Students network with local business owners

Megan Cunningham

AACC’s Business Management department hosted a speed networking event on the Arnold campus on Wednesday.

Micah Smith, Reporter

Students looking to make connections or start a business met with local business leaders and AACC business management faculty at a speed networking event on Wednesday.

Teri Kotkiewicz, academic chair of business management, said “speed networking gives the students an opportunity to meet local business leaders to practice their soft skills and greeting each other, presenting a business card, giving a little elevator speech just a few minutes to express themselves, and also to gather ideas from businesspeople.”

Stacy Korbelak, the assistant dean of business economics and entrepreneurial studies said, “really wanted to get [their] business students back together … to remember how to network in person instead of one over zoom.”

The business leaders that attended said they enjoyed the event.

Emily Hufnagel, a mortgage loan officer at Fairway Independent Mortgage, said “the entire thing was awesome. I wish I would have had this stuff when I was a student and in school because it is valuable.”

Others noted the importance of an event like speed networking.

David Butner, a member of the Service Corps of Retired Executives, or SCORE said the event “brings a lot of business leaders, and people like myself with SCORE. … These are tremendous resources for people thinking about starting a business. And I think very highly.

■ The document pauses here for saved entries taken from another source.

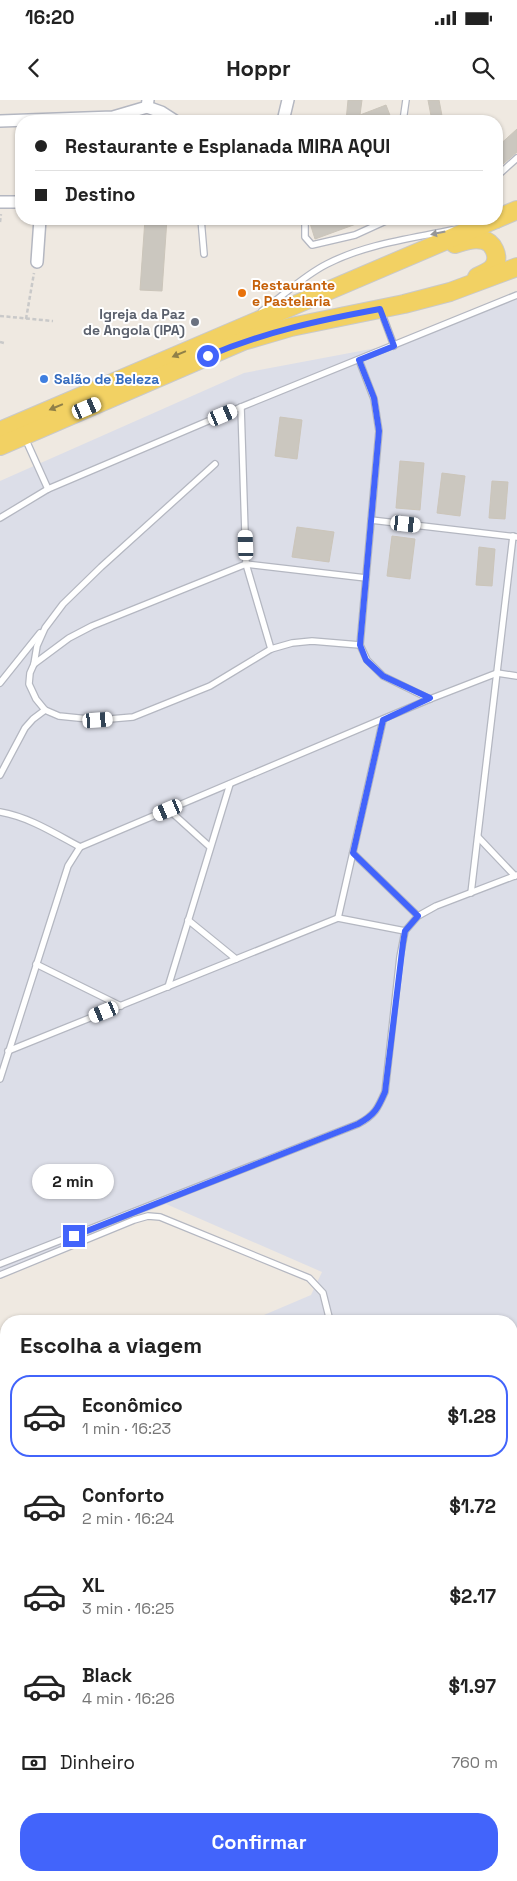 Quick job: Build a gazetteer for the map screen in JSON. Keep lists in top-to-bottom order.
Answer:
{
  "places": ["Restaurante e Pastelaria", "Igreja da Paz de Angola (IPA)", "Salão de Beleza"],
  "page": {
    "status": "16:20",
    "header": "Hoppr",
    "banner": ["Restaurante e Esplanada MIRA AQUI", "Destino"],
    "bubble": "2 min",
    "heading": "Escolha a viagem",
    "list": [
      {
        "name": "Econômico",
        "note": "1 min · 16:23",
        "value": "$1.28"
      },
      {
        "name": "Conforto",
        "note": "2 min · 16:24",
        "value": "$1.72"
      },
      {
        "name": "XL",
        "note": "3 min · 16:25",
        "value": "$2.17"
      },
      {
        "name": "Black",
        "note": "4 min · 16:26",
        "value": "$1.97"
      }
    ],
    "pay": ["Dinheiro", "760 m"],
    "buttons": "Confirmar"
  }
}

It’s a great networking opportunity.”

Students said they attended the event to learn more about networking and to make business connections.

“I got connected with so many people,” Diamond Bruns, a first-year transfer studies student said. “I found a lot of connections with people that I thought can really, really help me out.

Allison White, a first-year entrepreneurship student, said she was able to introduce herself better at the event.

“I never really like introducing myself,” White said. “I got to kind of connect better with, like, the faculty who’s over the department like Stacy [Korbelak] … to really, like, have my face known by them.”

Other students that attended the event said they thought it was helpful.

“I’m young compared to majority of the people here, so seeing the experience that they have in various fields is the biggest thing that I’ve learned,” Sean Greenway, a partner in a gaming cafe called All in One Gaming Generation and second-year business student, said. “I feel like this is very needed because it helps people who are maybe lost in a path that would need help finding out what they want to do.”

Kotkiewicz said she thinks the event “worked out great,” and she plans on hosting another networking event next semester.

Reporter Megan Cunningham contributed to this article.